A table is sorted by its primary key. To find rows by any other column quickly, you keep a second little sorted book that points back to them.
A table is physically organized by its primary key — rows are kept in id order, so finding a row by id is a quick jump. But a query like "all users in the eng department" filters on a non-primary column. With nothing to help, the engine reads every row and checks its dept: a full scan, O(n).
A secondary index is an auxiliary sorted structure that maps a column value to the primary keys that have it: dept → [ids]. Now the engine looks up the value, gets the matching ids straight away, and fetches just those rows. The index is maintained on every write that touches the indexed column, and consulted on every read that filters by it.
The index is just a sorted map kept beside the table. Two operations matter: maintain it whenever an indexed column is written, and look it up when a read filters on that column. A covering index also stores the columns the query returns, so the read never touches the base table; a non-covering index gives back only ids and must fetch each row.

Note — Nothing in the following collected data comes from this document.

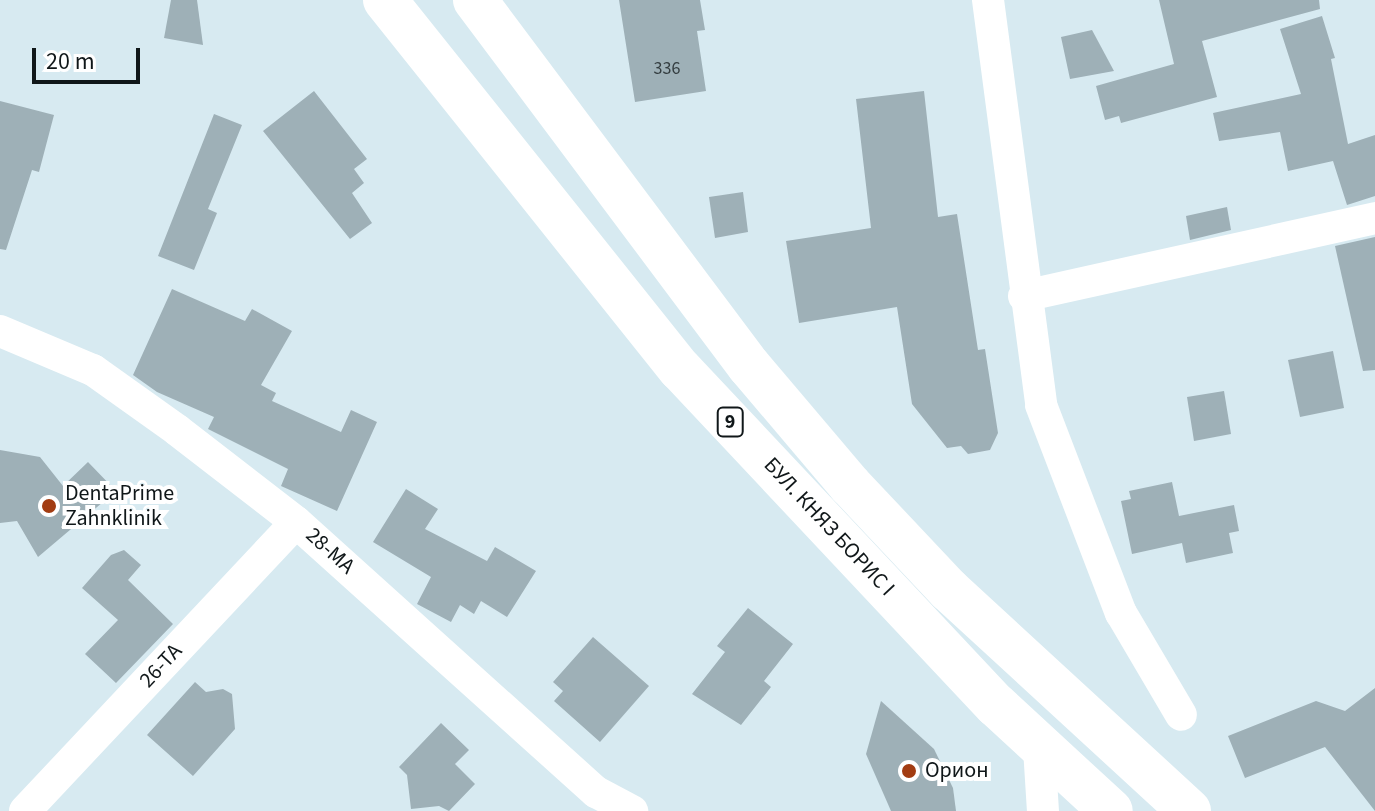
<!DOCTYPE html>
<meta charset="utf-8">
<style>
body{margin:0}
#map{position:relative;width:1375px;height:811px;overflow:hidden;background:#d7eaf1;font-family:"Source Sans 3",sans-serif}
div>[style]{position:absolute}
.building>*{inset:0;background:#9eb0b7}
.minor>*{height:32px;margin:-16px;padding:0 16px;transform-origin:16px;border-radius:16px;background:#fff}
.trunk>*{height:44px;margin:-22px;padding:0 22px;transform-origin:22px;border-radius:22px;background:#fff}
.dots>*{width:22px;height:22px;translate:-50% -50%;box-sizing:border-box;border:4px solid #fff;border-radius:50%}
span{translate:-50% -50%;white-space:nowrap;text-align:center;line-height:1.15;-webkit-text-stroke:8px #fff;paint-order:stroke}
.number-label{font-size:18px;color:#343d40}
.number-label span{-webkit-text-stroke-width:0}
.shield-label span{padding:2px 6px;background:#fff;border:2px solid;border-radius:6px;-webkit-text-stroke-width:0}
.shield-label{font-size:20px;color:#101719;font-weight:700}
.poi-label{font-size:22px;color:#101719}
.left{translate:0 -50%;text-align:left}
.street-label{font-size:22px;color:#101719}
.scale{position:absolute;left:32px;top:48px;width:108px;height:36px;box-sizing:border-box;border:4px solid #101719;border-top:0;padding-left:10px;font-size:24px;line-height:28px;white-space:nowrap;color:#101719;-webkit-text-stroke:6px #fff;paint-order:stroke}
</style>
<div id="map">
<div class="building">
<i style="clip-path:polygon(171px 0,197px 0,203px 45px,164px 38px)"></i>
<i style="clip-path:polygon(619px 0,700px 0,705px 30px,697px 31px,706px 91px,635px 102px)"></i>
<i style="clip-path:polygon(1159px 0,1319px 0,1320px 9px,1202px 41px,1217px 97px,1121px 123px,1119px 116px,1105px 120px,1096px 86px,1174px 64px)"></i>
<i style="clip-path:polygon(1322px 16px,1335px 58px,1331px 59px,1348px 144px,1375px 135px,1375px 196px,1347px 205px,1333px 161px,1288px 171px,1280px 132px,1219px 141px,1213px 113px,1301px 94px,1280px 29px)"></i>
<i style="clip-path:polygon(1092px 30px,1114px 71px,1070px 79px,1061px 37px)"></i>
<i style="clip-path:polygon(314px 91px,367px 159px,354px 169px,364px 183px,352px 193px,372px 223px,350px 239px,263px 131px)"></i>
<i style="clip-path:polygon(924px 91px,938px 217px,957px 214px,978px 350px,985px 349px,998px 433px,990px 450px,968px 454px,961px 446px,947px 448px,912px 404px,897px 307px,799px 323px,786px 241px,871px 228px,856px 99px)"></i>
<i style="clip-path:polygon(0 101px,54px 115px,39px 172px,32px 170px,6px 250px,0 249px)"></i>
<i style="clip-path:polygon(214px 114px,242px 125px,208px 209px,217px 213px,194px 270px,158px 256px)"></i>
<i style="clip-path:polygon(743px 192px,748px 232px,715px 238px,709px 197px)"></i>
<i style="clip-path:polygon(1227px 207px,1231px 230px,1190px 240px,1186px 216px)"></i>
<i style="clip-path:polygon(1375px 237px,1375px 370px,1363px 371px,1335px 246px)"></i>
<i style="clip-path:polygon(172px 289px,245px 321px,252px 309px,292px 331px,261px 385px,276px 393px,272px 401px,341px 432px,351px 410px,377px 422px,337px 511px,281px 486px,288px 469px,208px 429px,214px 417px,157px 392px,133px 375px)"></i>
<i style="clip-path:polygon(1333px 351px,1344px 408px,1300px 417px,1288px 360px)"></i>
<i style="clip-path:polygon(1224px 391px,1231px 434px,1194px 441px,1187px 397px)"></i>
<i style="clip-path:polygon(0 450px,40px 457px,63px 486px,88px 462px,116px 491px,38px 557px,17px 521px,0 523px)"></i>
<i style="clip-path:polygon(1172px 482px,1179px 516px,1234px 505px,1239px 531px,1229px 533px,1233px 553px,1186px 563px,1182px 543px,1132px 554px,1121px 501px,1131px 499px,1129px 491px)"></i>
<i style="clip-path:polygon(406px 489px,438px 509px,425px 529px,487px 561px,495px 547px,536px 571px,507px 617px,481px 601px,474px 614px,460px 605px,451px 622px,417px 604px,431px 577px,373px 542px)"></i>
<i style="clip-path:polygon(124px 550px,141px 565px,128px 580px,173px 624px,116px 683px,85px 654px,118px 620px,82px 588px,111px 555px)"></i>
<i style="clip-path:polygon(748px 608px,793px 644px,764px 681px,771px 687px,741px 725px,692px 694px,725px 652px,717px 646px)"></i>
<i style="clip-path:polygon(593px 637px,649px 686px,600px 742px,554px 701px,563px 691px,553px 682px)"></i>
<i style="clip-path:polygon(195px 682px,206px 692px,223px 689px,232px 694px,235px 729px,193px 776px,147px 735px)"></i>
<i style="clip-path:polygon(1375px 688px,1375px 811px,1325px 747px,1245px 778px,1228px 736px,1316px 701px,1345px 711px)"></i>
<i style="clip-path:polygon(881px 701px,934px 749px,953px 788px,956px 811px,891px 811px,866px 754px)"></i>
<i style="clip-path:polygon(441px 723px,469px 750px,455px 764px,475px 784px,449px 811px,439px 806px,411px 809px,407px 775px,399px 767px)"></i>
</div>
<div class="minor">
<i style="left:988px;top:0;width:408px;rotate:82.5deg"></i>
<i style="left:1041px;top:405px;width:223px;rotate:69deg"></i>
<i style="left:1121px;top:613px;width:118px;rotate:59.5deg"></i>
<i style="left:1024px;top:296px;width:360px;rotate:-12.5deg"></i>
<i style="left:0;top:331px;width:101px;rotate:22.8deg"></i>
<i style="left:93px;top:370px;width:103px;rotate:35.5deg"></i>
<i style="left:177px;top:430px;width:150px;rotate:37.7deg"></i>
<i style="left:296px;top:522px;width:404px;rotate:42deg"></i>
<i style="left:596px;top:792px;width:41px;rotate:27.8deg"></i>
<i style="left:1039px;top:748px;width:63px;rotate:86.4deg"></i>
<i style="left:25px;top:811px;width:396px;rotate:-46.8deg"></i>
</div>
<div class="trunk">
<i style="left:385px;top:0;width:472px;rotate:51.4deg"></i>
<i style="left:680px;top:369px;width:461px;rotate:46.8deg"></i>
<i style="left:996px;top:705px;width:156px;rotate:42.7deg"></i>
<i style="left:475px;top:0;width:457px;rotate:53.2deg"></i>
<i style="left:749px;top:366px;width:156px;rotate:49.7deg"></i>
<i style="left:850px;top:485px;width:144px;rotate:46.7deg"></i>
<i style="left:949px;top:590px;width:326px;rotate:42.6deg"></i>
</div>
<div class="dots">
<i style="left:49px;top:506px;background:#a23c12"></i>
<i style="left:909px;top:771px;background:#a23c12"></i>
</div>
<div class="number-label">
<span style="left:667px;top:69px">336</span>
</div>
<div class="shield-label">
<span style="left:730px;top:422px">9</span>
</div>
<div class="poi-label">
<span class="left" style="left:65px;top:506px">DentaPrime<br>Zahnklinik</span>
<span class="left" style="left:925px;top:771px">Орион</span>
</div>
<div class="street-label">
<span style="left:829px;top:527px;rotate:47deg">БУЛ. КНЯЗ БОРИС I</span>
<span style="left:330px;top:551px;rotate:42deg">28-МА</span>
<span style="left:161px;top:666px;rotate:-47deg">26-ТА</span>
</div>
<div class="scale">20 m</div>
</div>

# maintain on every write that touches the indexed column
def write(id, old_dept, new_dept):
if old_dept is not None:
index[old_dept].remove(id) # leave the stale bucket
index[new_dept].add(id) # join the new bucket, kept sorted
# read: filter by dept
def find_by_dept(dept):
ids = index.get(dept, []) # one lookup, not a full scan
if COVERING: # index already holds the wanted columns
return [(i, index_cols[i]) for i in ids]
else: # non-covering: one base fetch per id
return [base_table[i] for i in ids] # N back-trips
The lookup cost is roughly the depth of the index plus the number of matches. The hidden cost lives in the non-covering branch: one base-table fetch per matching id — read amplification that a covering index removes by carrying the answer itself.
| Choice | Buys you | Costs you |
|---|---|---|
| Add a secondary index | Filter reads on that column go from O(n) to a lookup | Every write to the column updates the index too; extra storage |
| Covering index | Read answered from the index alone, no base fetches | More storage, more to maintain per write |
| Non-covering index | Smaller, cheaper to keep current | One base-table fetch per matching row — read amplification |
| High-cardinality column | Each value selects very few rows, big speedup | Low-cardinality columns barely beat a full scan |
(dept, name) won't speed a query that filters on name alone.Query: SELECT name FROM users WHERE dept = 'eng'. With a secondary index on dept, the engine looks up the eng bucket and gets [1, 3] at once — rows 2 and 4 are never read. If the index is non-covering, it then fetches base rows 1 and 3 to read their name: two extra back-trips, one per match. If the index is covering — it also stores name — the bucket already holds (1, ana) and (3, cy), so the answer returns with zero base fetches. Same lookup; covering trades storage to skip the read amplification.
A non-covering index on dept finds 500 matching ids for a query. What extra work happens before the rows are returned?
Coach note: a non-covering index returns only primary keys, so every match needs a trip back to the base table — that's the read amplification a covering index removes. Take another pass if covering vs non-covering still blurs together.